Here’s a page where we pull in business travel news feeds from around the web.
Hat-Tips And Heads-Ups
Congrats to new job-getters Jill Brady, Jack Lever and Carol McDowell-Schrager!
Risk management sage Bruce McIndoe replaced Will Pinnell on GBTA’s board of directors. Pinnell resigned from that post and his job as BCD Travel’s VP for global sales and solutions engineering. In an email, Pinnell wrote that he was facing health concerns. Best wishes for a speedy recovery, Will! As per GBTA’s bylaws, the board president (currently Denise Truso) appoints a member to fill such a vacancy. McIndoe had run for an Allied spot on the board in 2020 and 2021. He will serve out the rest of Pinnell’s term, which ends in summer 2024.

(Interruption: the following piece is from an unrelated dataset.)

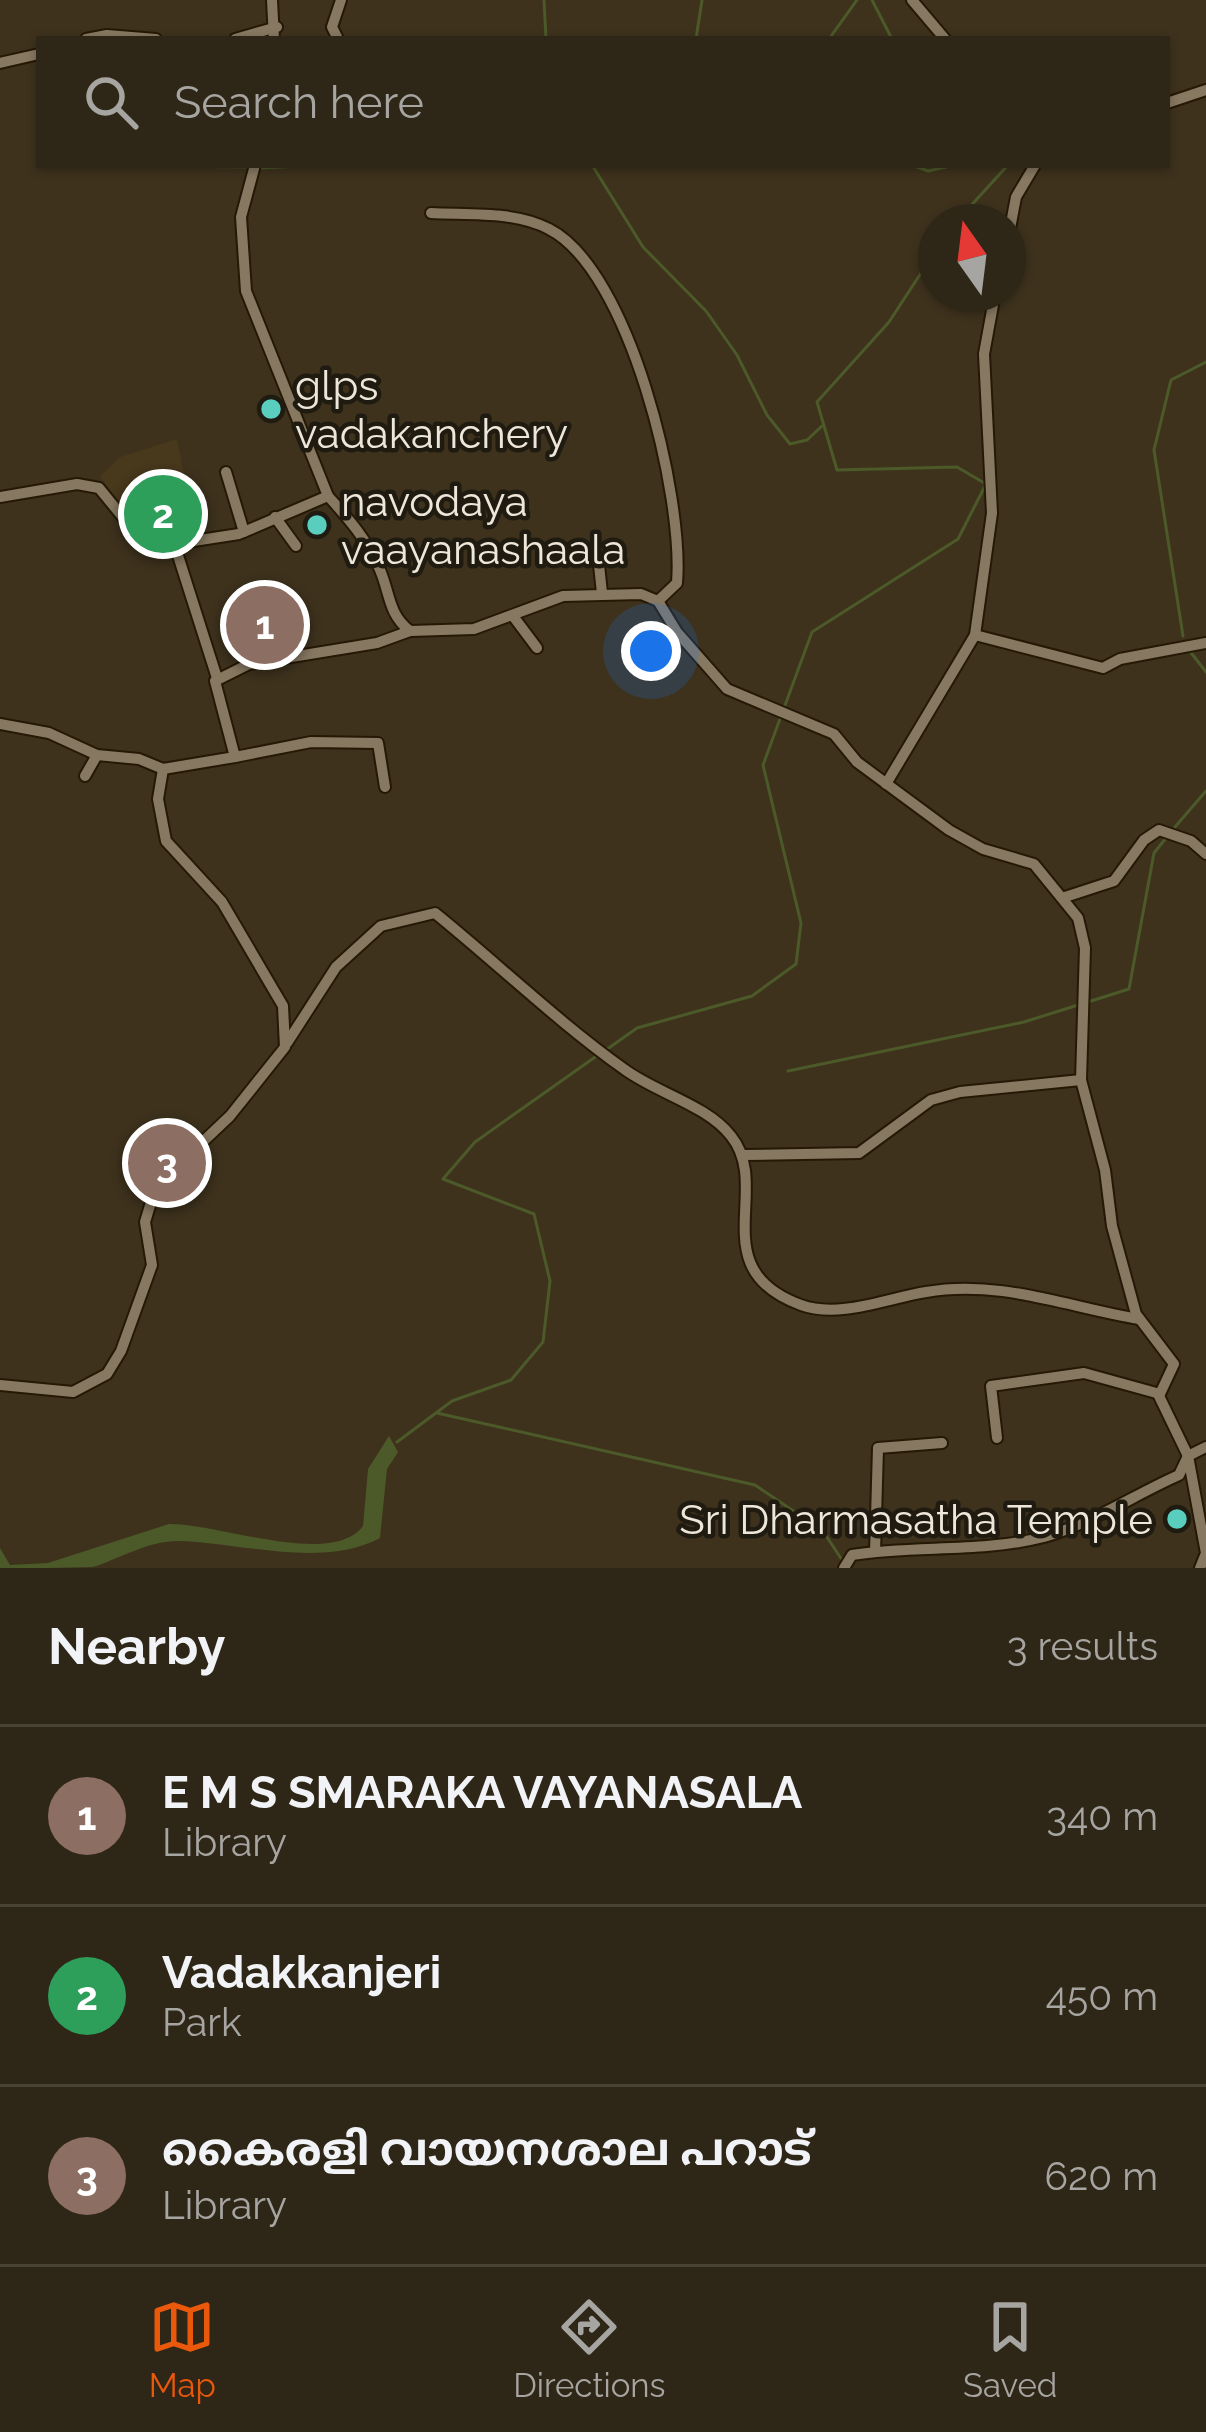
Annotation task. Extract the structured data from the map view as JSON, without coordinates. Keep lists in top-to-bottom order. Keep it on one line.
{"places":["glps vadakanchery","navodaya vaayanashaala","Sri Dharmasatha Temple"],"north":"top","page":{"search":"Search here","pins":["2","1","3"],"heading":["Nearby","3 results"],"list":[{"mark":"1","name":"E M S SMARAKA VAYANASALA","note":"Library","value":"340 m"},{"mark":"2","name":"Vadakkanjeri","note":"Park","value":"450 m"},{"mark":"3","name":"കൈരളി വായനശാല പറാട്","note":"Library","value":"620 m"}],"nav":["Map","Directions","Saved"]}}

London-based Gray Dawes Travel hired U.S. travel management company veterans Michel Botbol and Carolann Martini. We first met that duo way back in the first decade of the millennium when they were leaders at Ultramar Travel Management — later acquired by Travel and Transport, later acquired by Corporate Travel Management. They’re now working on a U.S. acquisition. Gray Dawes, which in January announced its multinational expansion via an acquisition in Australia, has more than 250 employees globally.